John Strickler
John Strickler

Reputation: 25421

URL Encoding Strings that aren't valid URIs

I'm not sure I understand the URI object completely to do this properly. I want to be able to convert a string into a url-encoded string. For example, I have a servlet acting as a file handler and I need to specify the file name in the header -

response.setHeader("Content-disposition", "attachment;filename=" + new URI(filename).toUrl());

As expected, I get a URISyntaxException because the string I'm encoding isn't in proper URI form.

How can I encode strings instead of URLs?

I can't get the results I want using the depreciated URLEncoder because it replaces " " with "+" instead of "%20".

Thanks in advance!

Upvotes: 0

Views: 3481

Answers (4)

user207421
user207421

Reputation: 311054

URLEncoder isn't for URLs, curiously enough, it is really for URL arguments and other things that need application/x-www-form-urlencoded MIME-encoding. The easiest way I have found to URL-encode an arbitrary string 's' is new URI(null, s, null).toASCIIString().

Upvotes: 2

rid
rid

Reputation: 63600

You could use URLEncoder and simply replace all + with %20.

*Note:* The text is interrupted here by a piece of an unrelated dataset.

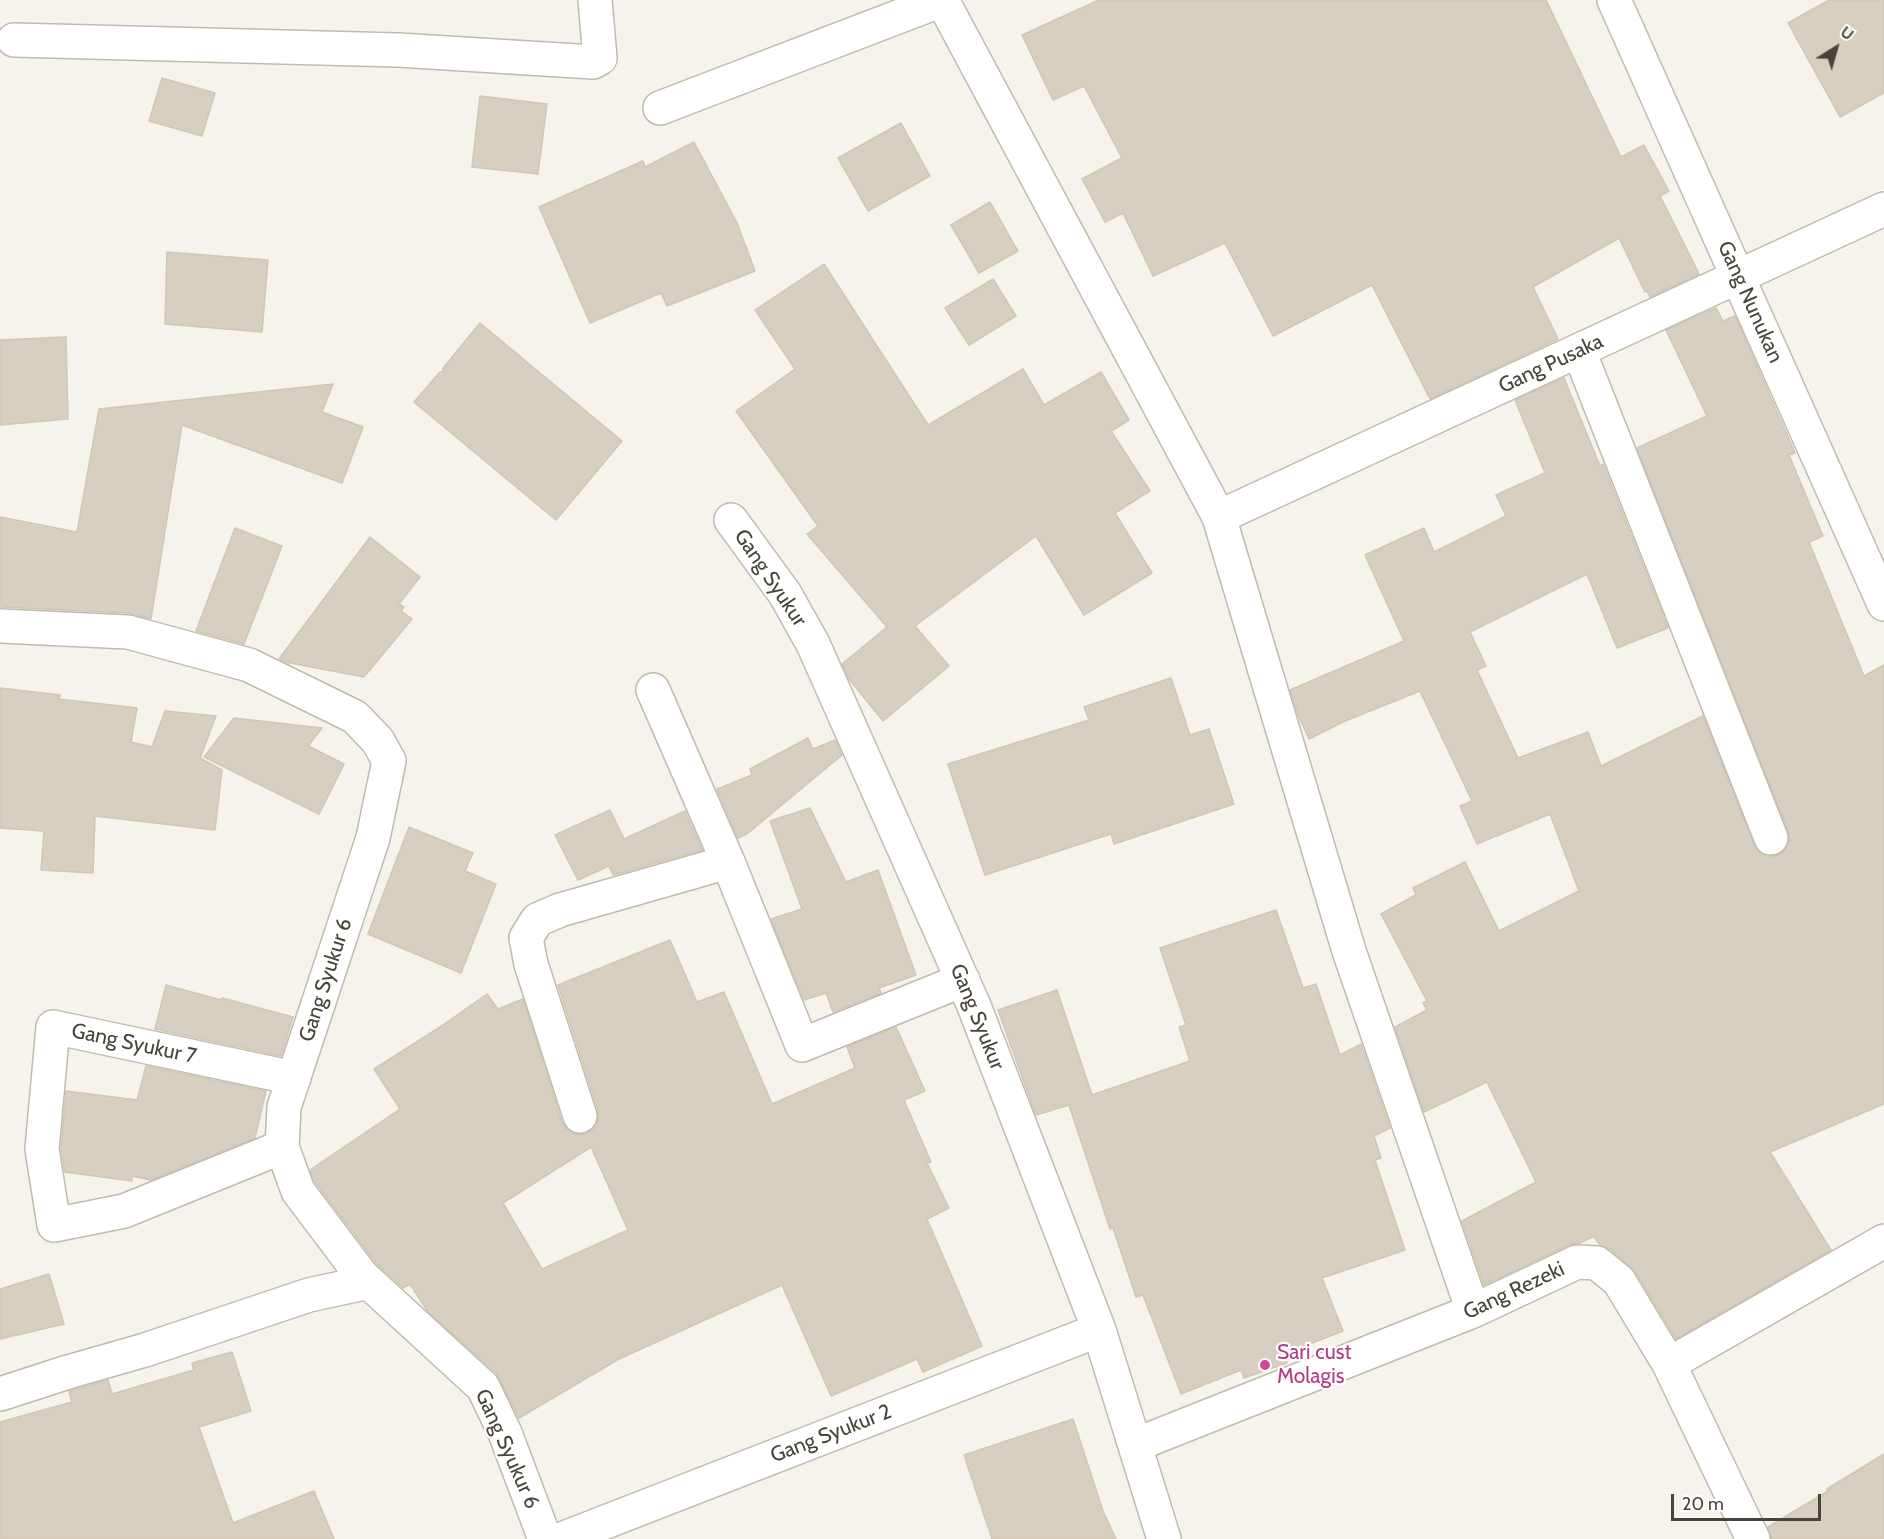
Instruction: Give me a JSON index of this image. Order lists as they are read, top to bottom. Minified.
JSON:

Also, URLEncoder.encode(String s, String enc) is not deprecated.

You could also use org.springframework.web.util.UriUtils.encodeUri.

Upvotes: 1

chrixian
chrixian

Reputation: 2811

Use java.net.URLEncoder

for example

String s = "somestuff@%#$%^3<<>>";
String encoded_string = URLEncoder.encode(s, "UTF-8");

Upvotes: -2

x4u
x4u

Reputation: 14085

You should better use new File( filename ).toURI().toURL(). This will create the correct encoding for a file name. It also works for relative file names and files that don't exist. Actually this construct doesn't perform any file system access.